Ainsi, les moines peuvent faire face à la famine : "Dieu, par sa bénédiction, remplit avec abondance les greniers de l'abbaye...". Pourtant ces derniers ne parvenaient pas à amasser des provisions suffisantes pour le reste de l'année. Après avoir compté tout avec soin, ils ne pensaient pas en avoir assez et ils envisageaient d'acheter des surplus, ce qui était une pratique courante. Mais ils ne trouvèrent pas assez d'argent pour couvrir une telle dépense, car les prix montaient et tout se vendait plus cher que d'habitude ; ils durent se résigner à faire avec ce qu'ils avaient comme provisions. En fin de compte, il purent secourir un grand nombre de pauvres depuis le carême, assurer une distribution de pains et assister ceux qui venaient demander à manger et ceci jusqu'à la saison suivante.

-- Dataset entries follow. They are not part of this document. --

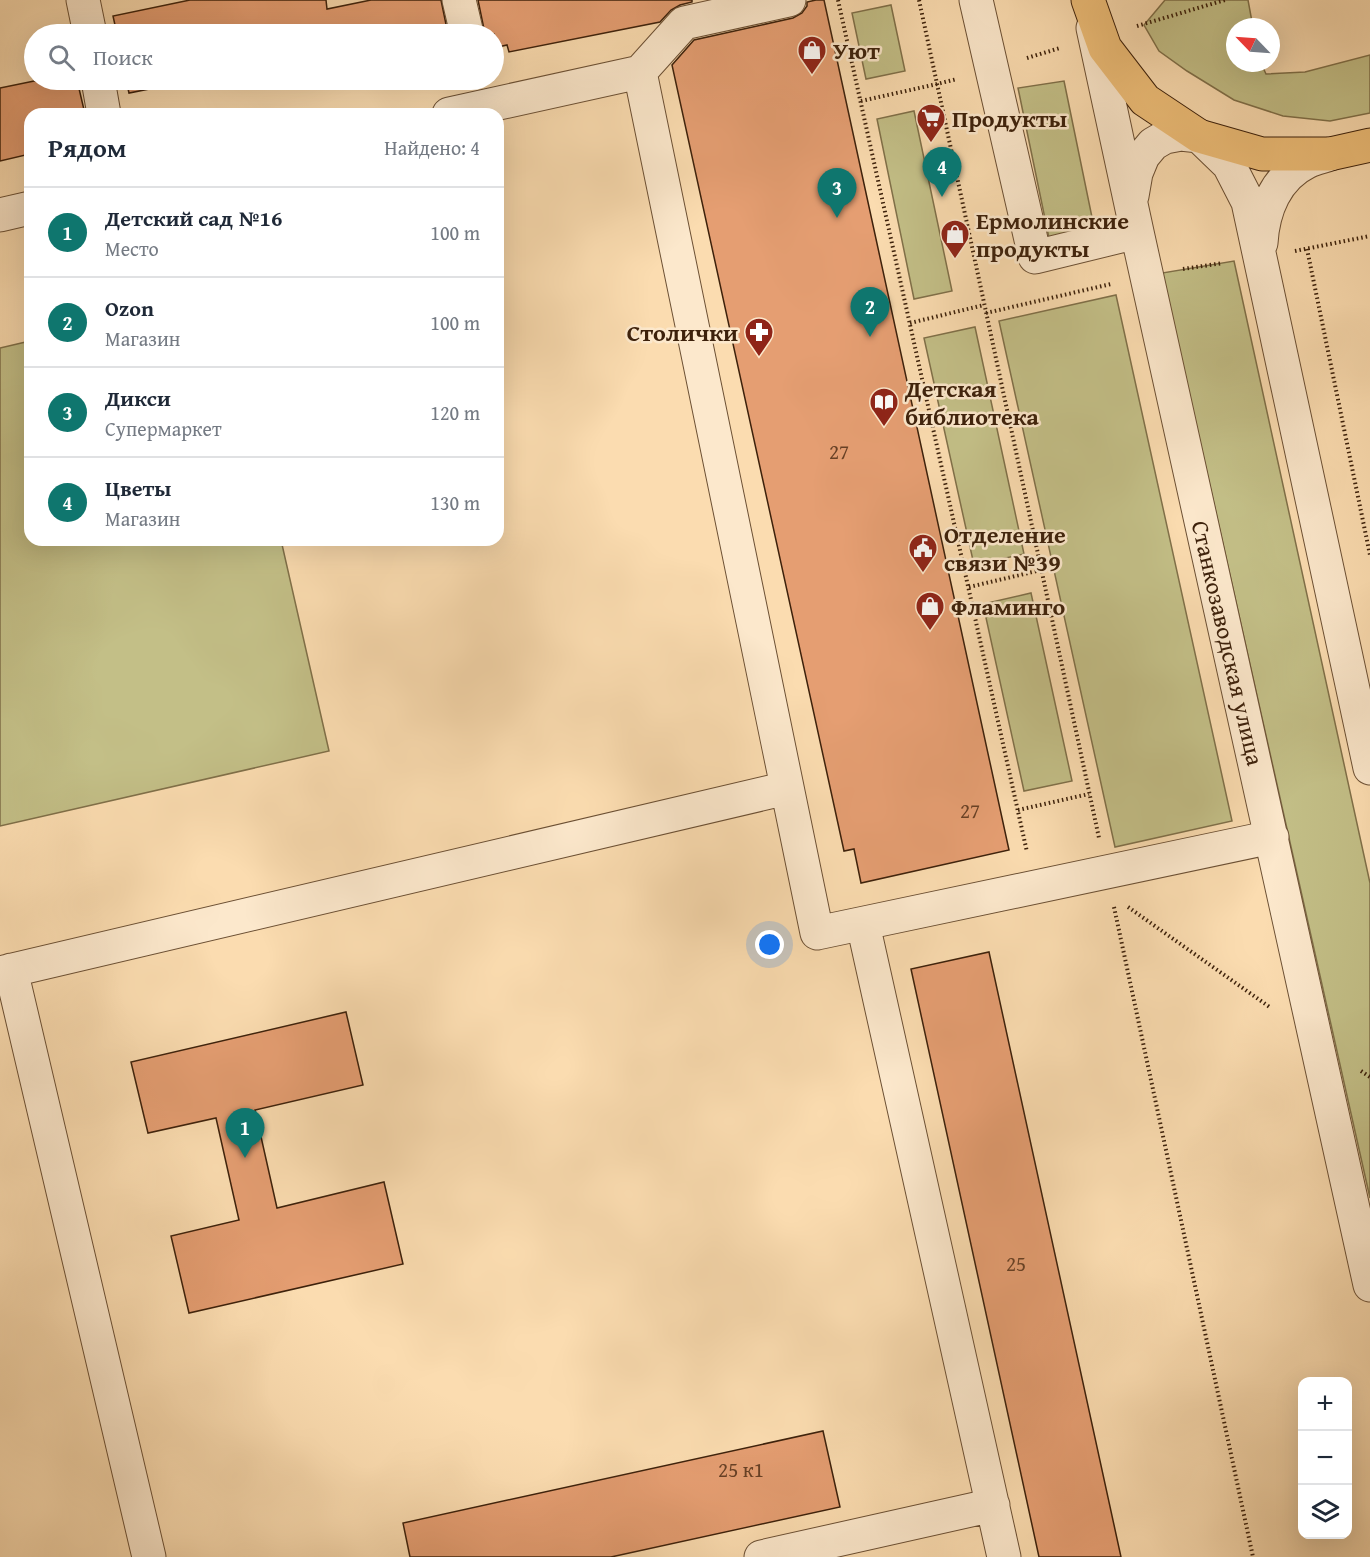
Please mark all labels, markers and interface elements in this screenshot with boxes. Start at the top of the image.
north arrow [1226,18,1280,72]
search box [24,24,504,90]
place label: Уют [833,33,880,68]
shop icon: Уют [796,34,828,76]
icon: search [45,41,78,74]
text: Поиск [93,41,153,73]
place label: Продукты [952,101,1068,136]
supermarket icon: Продукты [915,102,947,144]
text: Рядом [48,128,126,167]
text: Найдено: 4 [384,133,480,162]
pin: 4 [922,148,962,197]
pin: 3 [818,168,856,218]
text: Детский сад №16 [105,202,282,234]
place label: Ермолинские продукты [976,203,1129,266]
text: 1 [62,218,73,247]
text: 100 m [430,218,480,247]
shop icon: Ермолинские продукты [939,218,971,260]
text: Место [105,234,159,263]
pin: 2 [850,288,890,337]
text: Ozon [105,292,154,324]
text: 2 [62,308,73,337]
text: 100 m [430,308,480,337]
place label: Столички [627,315,738,350]
pharmacy icon: Столички [743,316,775,358]
text: Магазин [105,324,180,353]
place label: Детская библиотека [904,371,1039,434]
text: Дикси [105,382,171,414]
library icon: Детская библиотека [868,386,900,428]
text: 3 [62,398,73,427]
text: 120 m [430,398,480,427]
text: Супермаркет [105,414,222,443]
house number: 27 [829,436,849,467]
text: Цветы [105,472,171,504]
text: 4 [62,488,73,517]
text: 130 m [430,488,480,517]
text: Магазин [105,504,180,533]
place label: Отделение связи №39 [944,517,1066,580]
street label: Станкозаводская улица [1183,517,1273,770]
public building icon: Отделение связи №39 [907,532,939,574]
place label: Фламинго [951,589,1065,624]
shop icon: Фламинго [914,590,946,632]
house number: 27 [960,795,980,826]
your location [755,930,784,959]
pin: 1 [226,1108,264,1158]
house number: 25 [1006,1248,1026,1279]
map controls [1298,1377,1352,1539]
button: + [1298,1377,1352,1431]
button: − [1298,1431,1352,1485]
house number: 25 к1 [718,1454,764,1485]
button: layers [1298,1485,1352,1539]

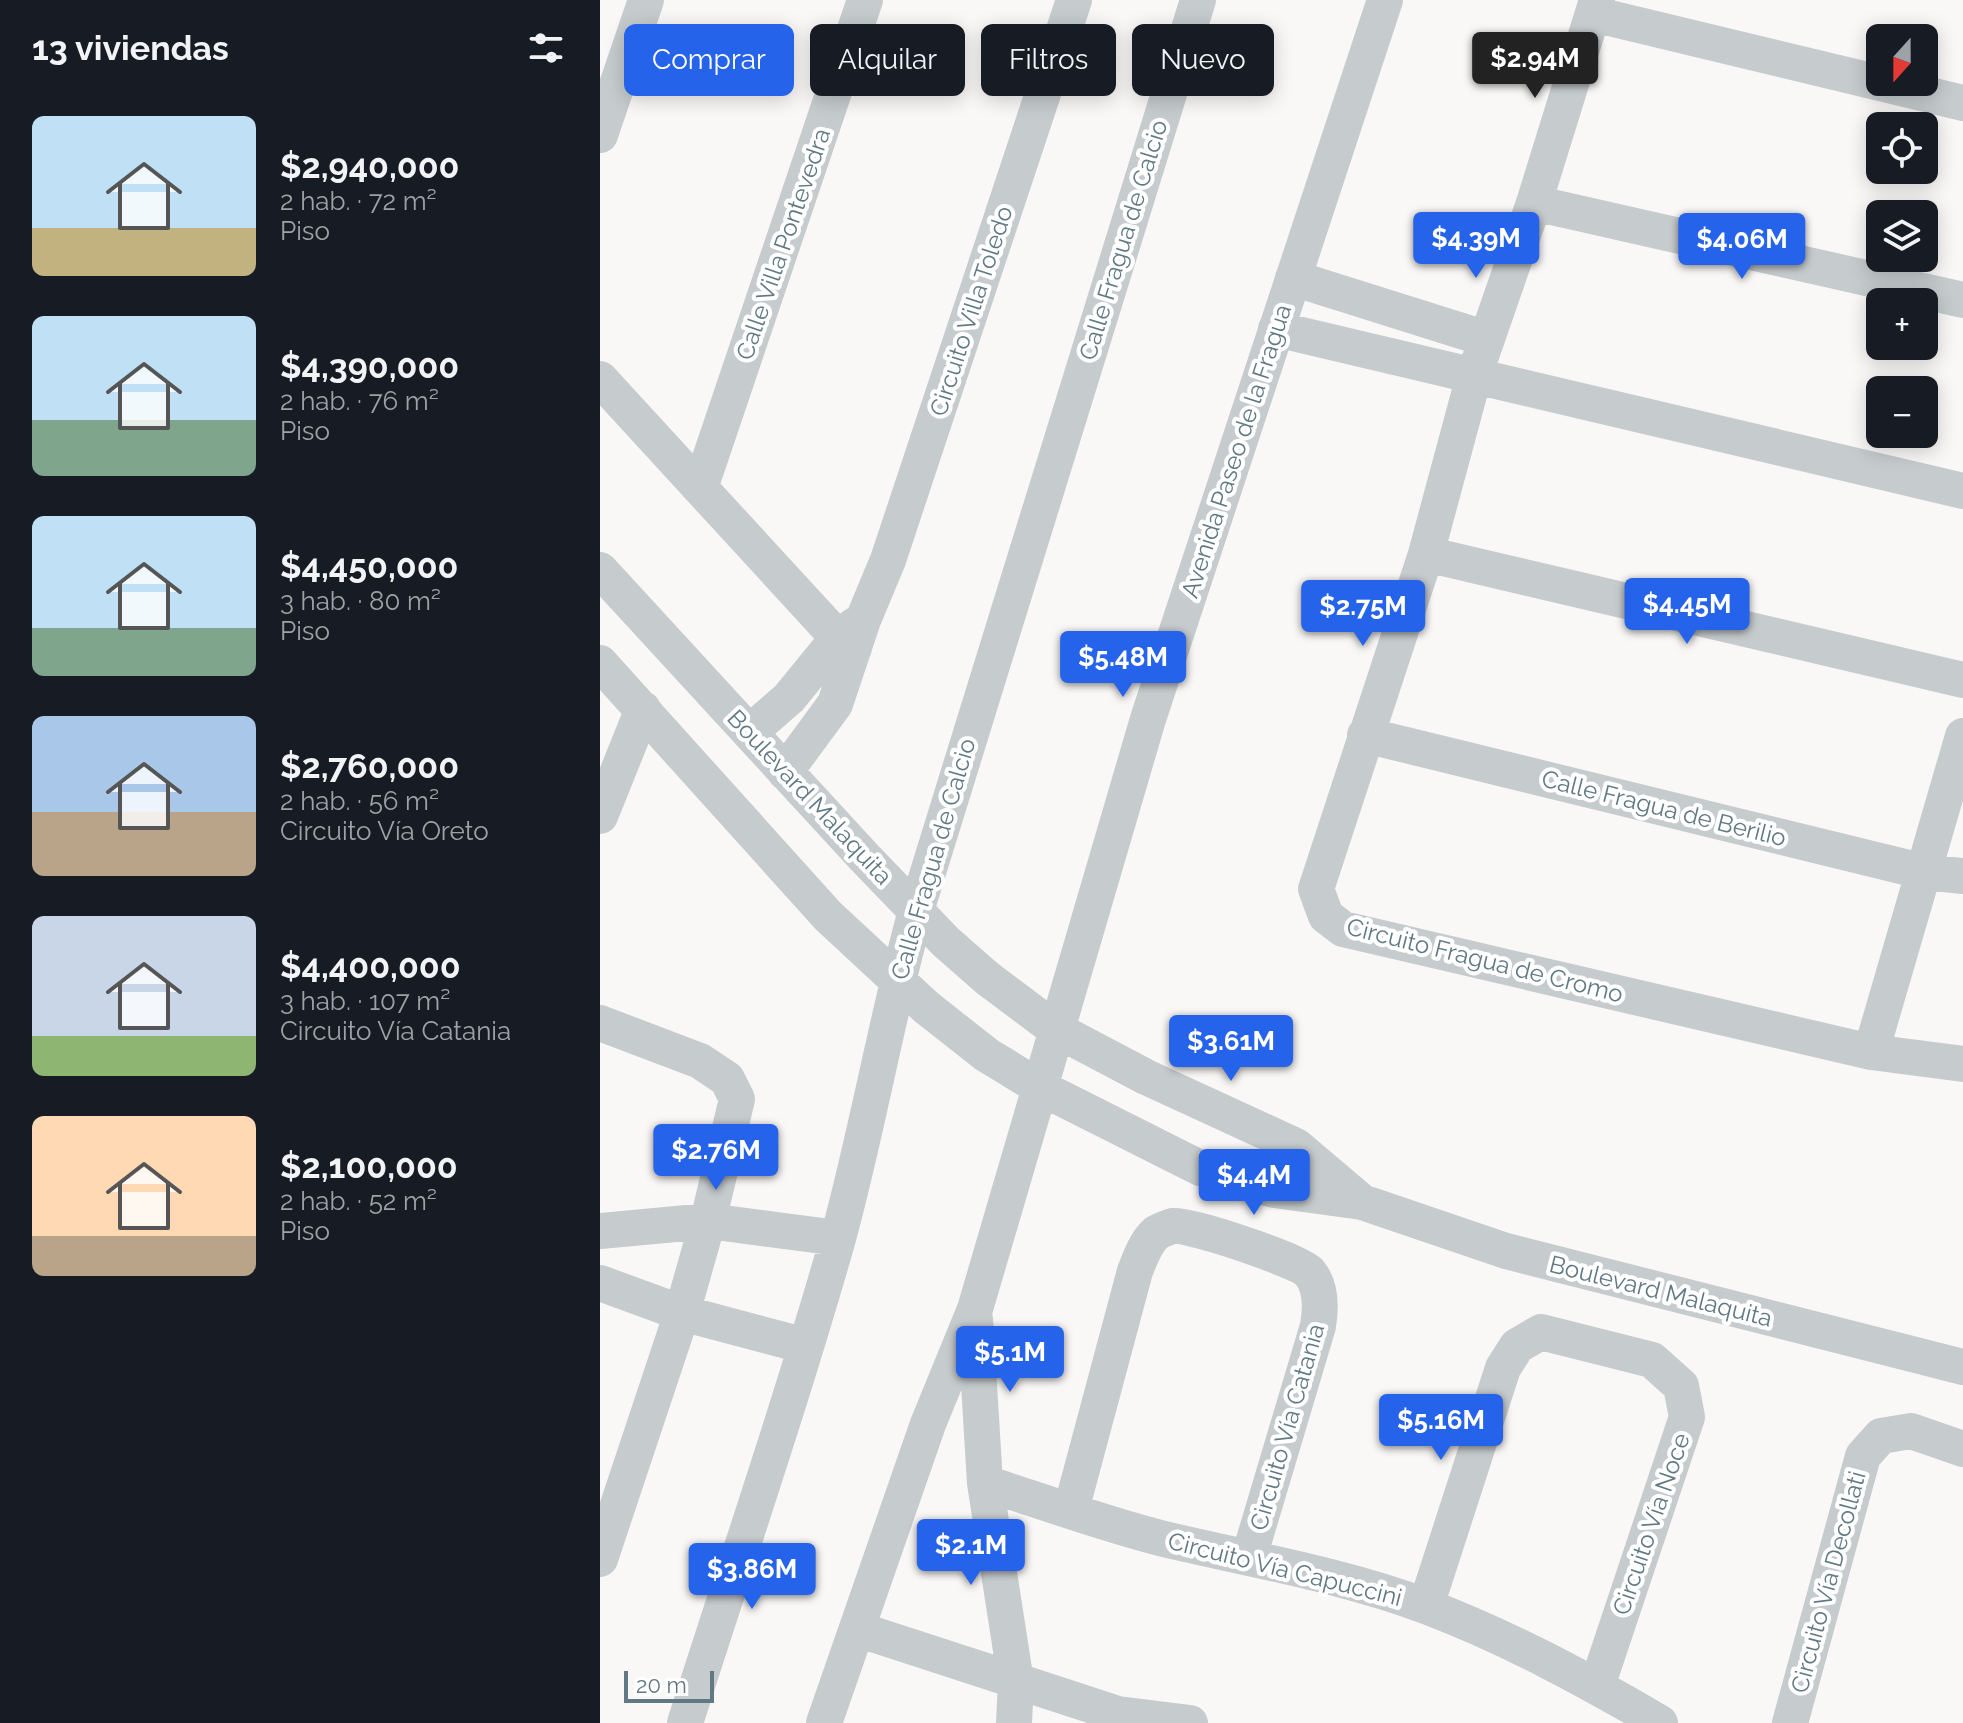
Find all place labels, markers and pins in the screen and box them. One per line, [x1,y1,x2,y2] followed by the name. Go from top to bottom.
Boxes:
[1470,32,1600,100] pin: $2.94M
[1411,212,1541,280] pin: $4.39M
[1677,213,1807,281] pin: $4.06M
[1622,578,1752,646] pin: $4.45M
[1298,580,1428,648] pin: $2.75M
[1058,631,1188,699] pin: $5.48M
[1166,1015,1296,1083] pin: $3.61M
[651,1124,781,1192] pin: $2.76M
[1198,1149,1310,1217] pin: $4.4M
[954,1326,1066,1394] pin: $5.1M
[1376,1394,1506,1462] pin: $5.16M
[915,1519,1027,1587] pin: $2.1M
[687,1543,817,1611] pin: $3.86M

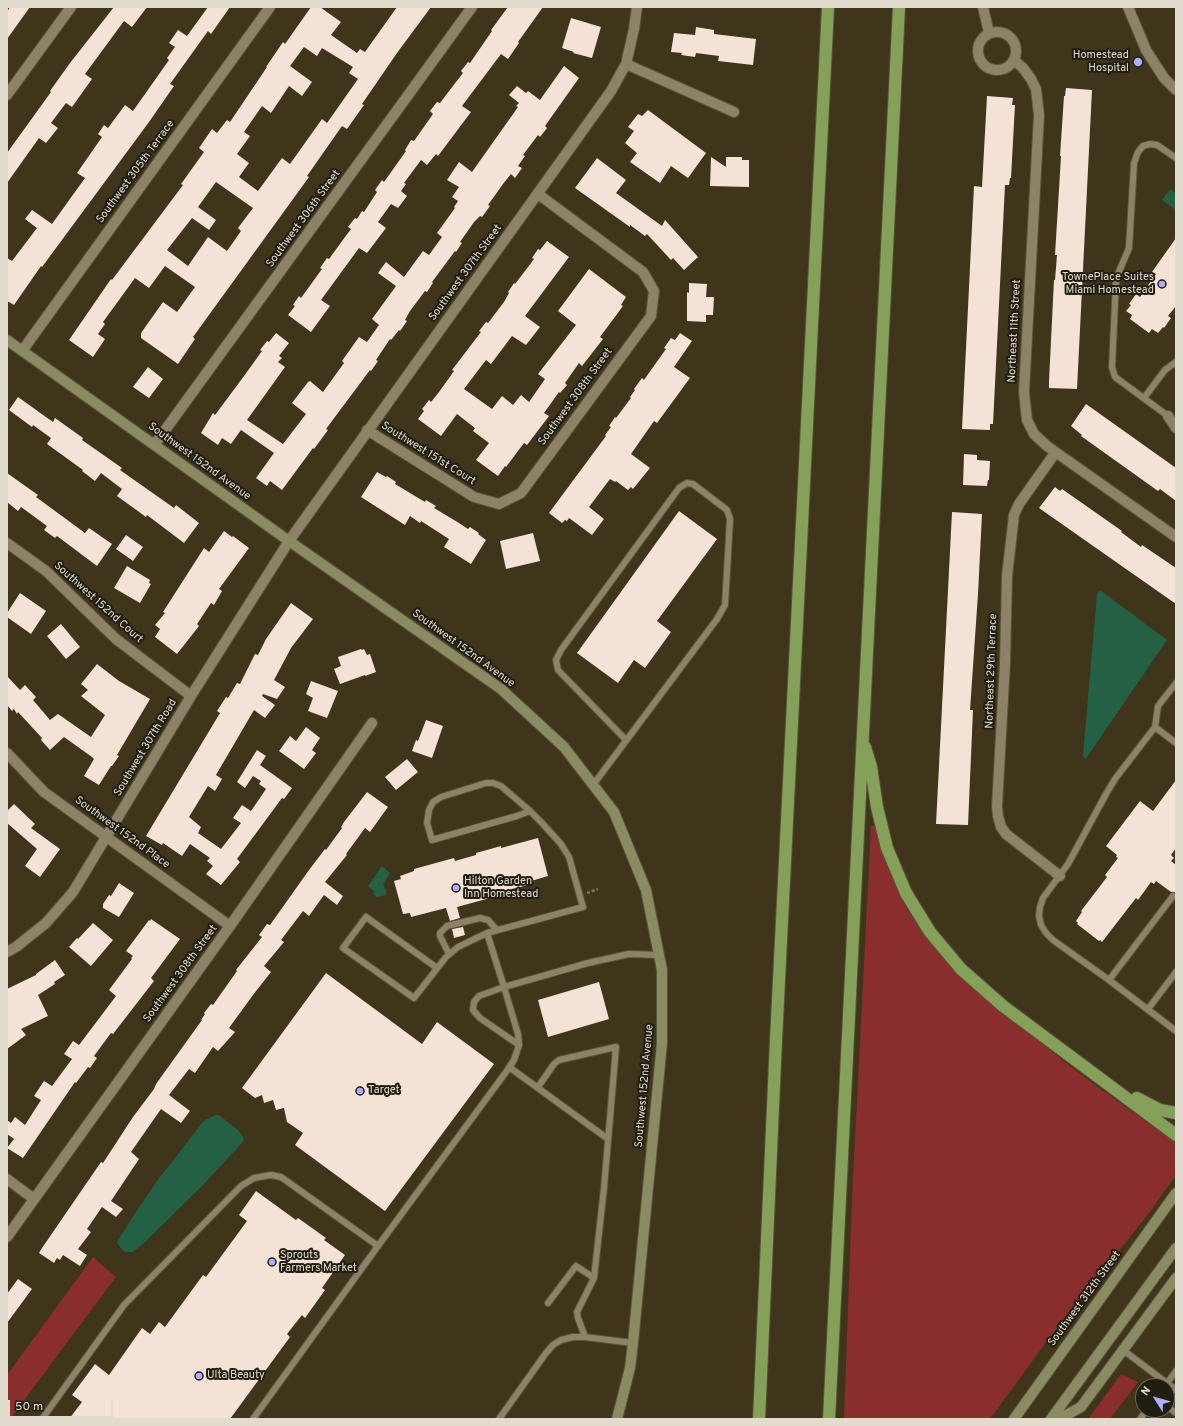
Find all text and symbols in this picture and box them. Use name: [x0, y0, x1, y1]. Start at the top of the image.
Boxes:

L'histoire de la seigneurie de Cunfin se confond avec l'histoire des possessions du prieuré du dit lieu et de celles de l'Abbaye de Clairvaux.
Il y avait un seigneur dominant qui fut le comte de Champagne et ensuite le Roi son héritier. On assistera surtout à un transfert de biens qui passeront de la seigneurie aux religieux.
Dès le XIIème siècle, les seigneurs apparaissent dans des documents consignant différentes transactions entre chevaliers (1). Le titre de chevalier était, en France, le premier degré d'honneur de l'ancienne milice. Il n'y avait que le Roi qui pouvait anoblir des roturiers en les faisant chevaliers. Haute dignité que l'homme de guerre souhaitait et qui lui permettait de se voir qualifier par les autres de "sire", "messire", "monseigneur"..., le droit de porter des étoffes de soie ou de damas et de doubler leurs manteaux de menu vair ou d'hermine. Quelques chartes nous font connaître les noms de plusieurs chevaliers qui possédaient des domaines à Cunfin (2). En 1182 (3), Radulphe, miles de Confinio, est témoin d'un acte passé à Langres devant l'évêque Garnier. En 1201, Girard est témoin aussi d'un acte passé à Bar-sur-Aube en faveur du prieuré de Condes. D'ailleurs, au XIIème siècle, le fait d'être témoin est tenu comme un grand honneur. On se faisait ainsi le garant de la bonne foi des parties et de l'exécution du traité. Ce même Girard donne à l'abbaye de Clairvaux, pour son salut et celui de sa femme, tout ce qu'il possède au territoire de Cunfin, en terres, eaux, prés, bois, hommes et autres biens... . Vers la même époque, Philippe de Chalette, coseigneur, d'après l'attestation d'Hilduin, évêque de Langres, fait don à l'abbaye de Clairvaux d'une partie des biens (4) qu'il possède à Cunfin ; il s'engageait, par ailleurs, à offrir chaque année à l'église de ladite Abbaye, le jour de la fête de Saint-Bernard, des dons de différentes natures... .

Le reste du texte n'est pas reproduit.